From a37ceac3270cce957f7123aeac6e0d2c144e95e9 Mon Sep 17 00:00:00 2001
From: Tyler Mandry <tmandry@gmail.com>
Date: Sun, 16 Mar 2025 11:03:23 -0700
Subject: [PATCH 2/2] Enforce Sendness of CGEventTap callback

This was previously unsound.
---
 core-graphics/src/event.rs | 42 +++++++++++++++++++++++---------------
 1 file changed, 25 insertions(+), 17 deletions(-)

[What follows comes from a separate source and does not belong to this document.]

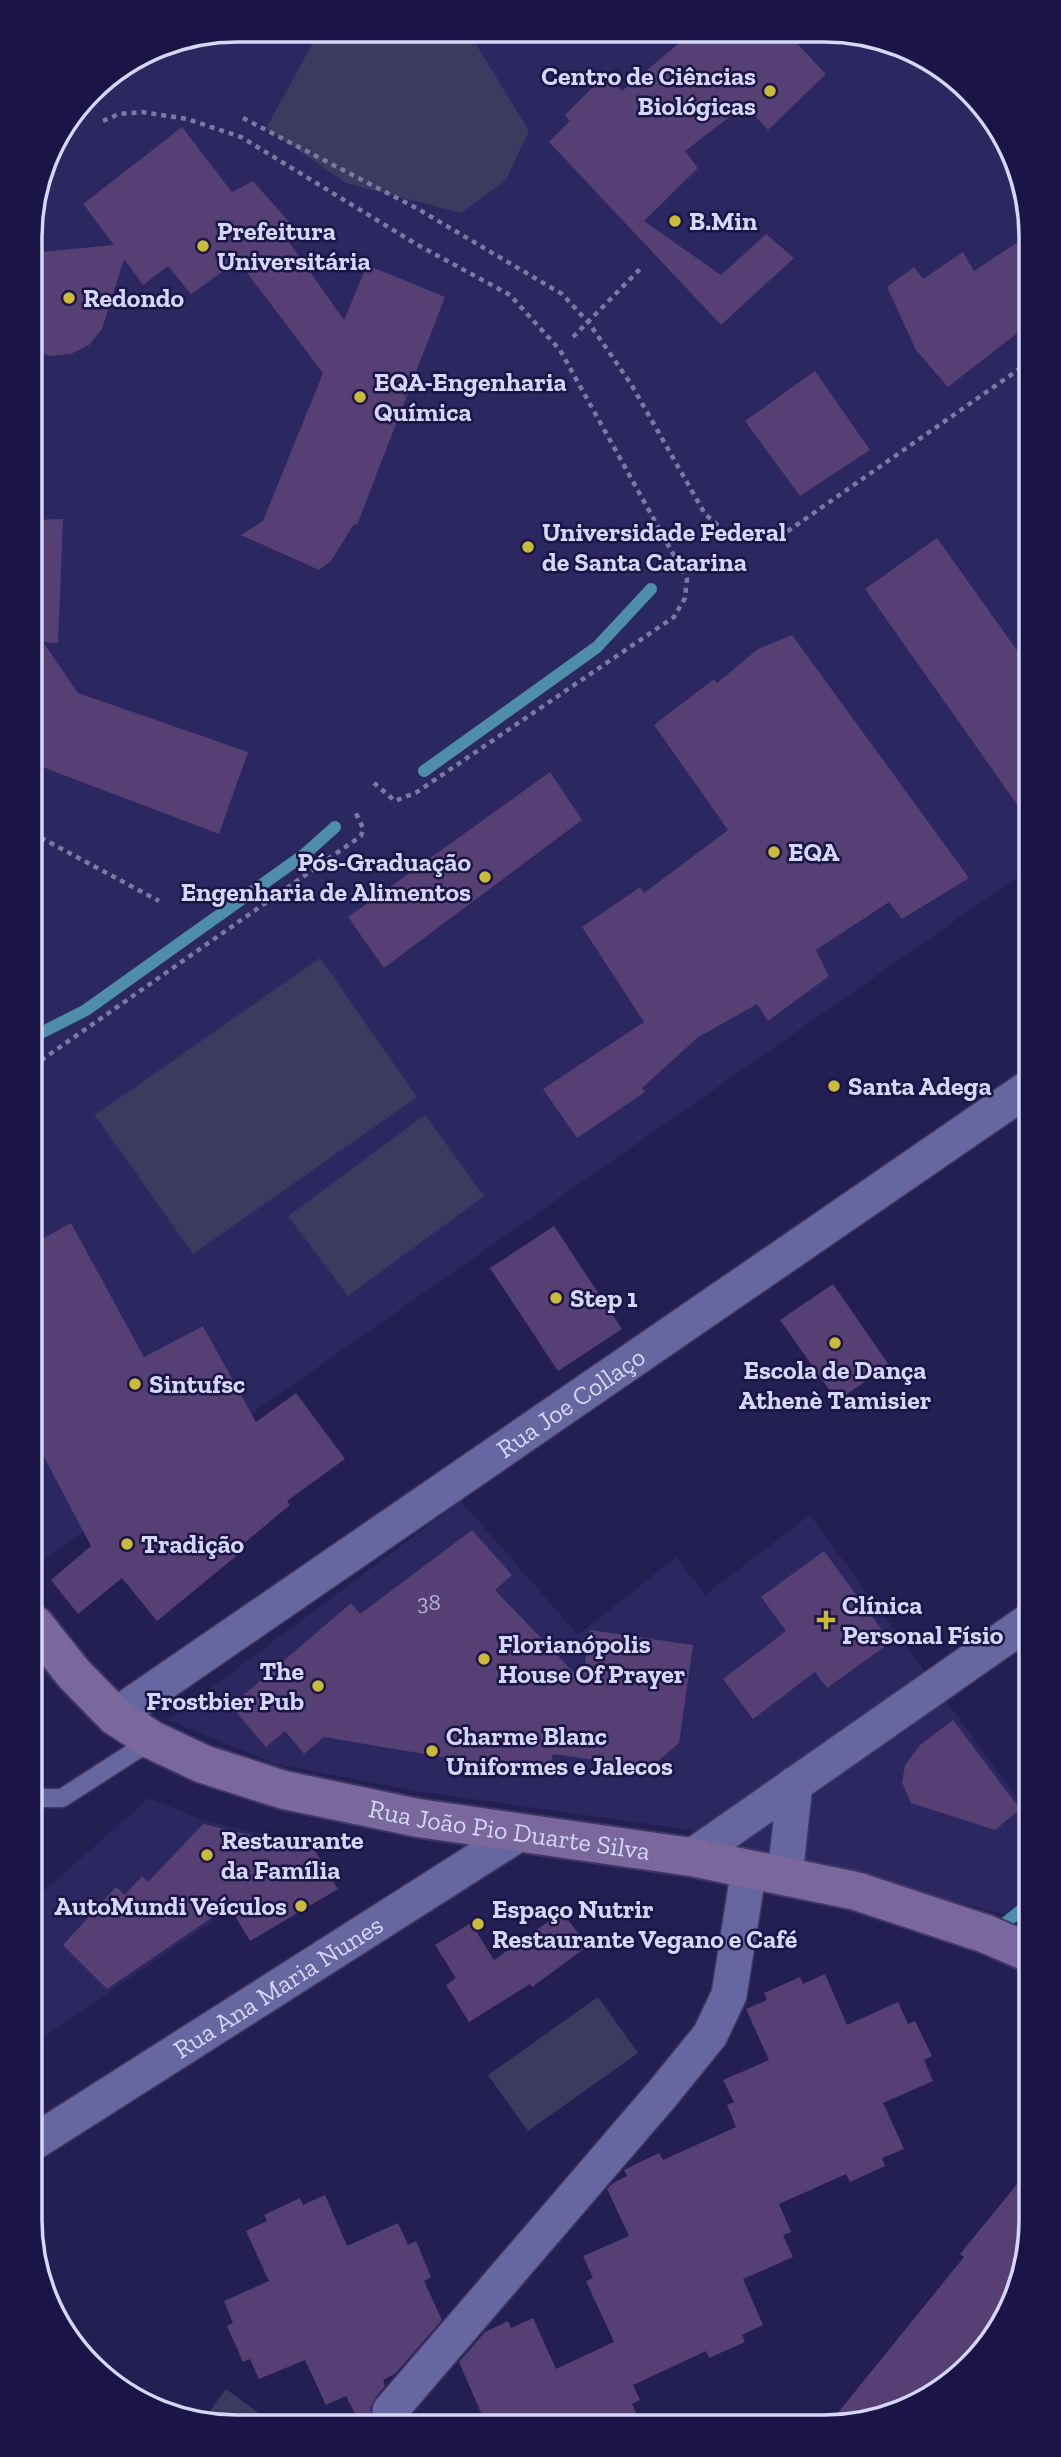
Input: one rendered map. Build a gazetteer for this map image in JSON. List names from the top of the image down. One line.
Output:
{"streets":{"main road":["Rua João Pio Duarte Silva"],"street":["Rua Joe Collaço","Rua Ana Maria Nunes"]},"crossings":[["Rua Joe Collaço","Rua João Pio Duarte Silva"],["Rua João Pio Duarte Silva","Rua Ana Maria Nunes"]],"places":{"other":["Centro de Ciências Biológicas","B.Min","Prefeitura Universitária","Redondo","EQA-Engenharia Química","Universidade Federal de Santa Catarina","EQA","Pós-Graduação Engenharia de Alimentos","Santa Adega","Step 1","Escola de Dança Athenè Tamisier","Sintufsc","Tradição","Florianópolis House Of Prayer","The Frostbier Pub","Charme Blanc Uniformes e Jalecos","Restaurante da Família","AutoMundi Veículos","Espaço Nutrir Restaurante Vegano e Café"],"health":["Clínica Personal Físio"]},"house_numbers":["38"]}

diff --git a/core-graphics/src/event.rs b/core-graphics/src/event.rs
index f24c8da0..a0204136 100644
--- a/core-graphics/src/event.rs
+++ b/core-graphics/src/event.rs
@@ -7,6 +7,7 @@ use core::ffi::{c_ulong, c_void};
 use core_foundation::{
     base::{CFRelease, CFRetain, CFTypeID, TCFType},
     mach_port::{CFMachPort, CFMachPortInvalidate, CFMachPortRef},
+    runloop::{kCFRunLoopCommonModes, CFRunLoop},
 };
 use foreign_types::{foreign_type, ForeignType};
 use std::{mem::ManuallyDrop, ptr};
@@ -547,7 +548,7 @@ unsafe extern "C" fn cg_event_tap_callback_internal(
 /// use core_graphics::event::{CGEventTap, CGEventTapLocation, CGEventTapPlacement, CGEventTapOptions, CGEventType, CallbackResult};
 /// let current = CFRunLoop::get_current();
 ///
-/// CGEventTap::with(
+/// CGEventTap::with_enabled(
 ///     CGEventTapLocation::HID,
 ///     CGEventTapPlacement::HeadInsertEventTap,
 ///     CGEventTapOptions::Default,
@@ -556,15 +557,7 @@ unsafe extern "C" fn cg_event_tap_callback_internal(
 ///         println!("{:?}", event.location());
 ///         CallbackResult::Keep
 ///     },
-///     |tap| {
-///         let loop_source = tap
-///             .mach_port()
-///             .create_runloop_source(0)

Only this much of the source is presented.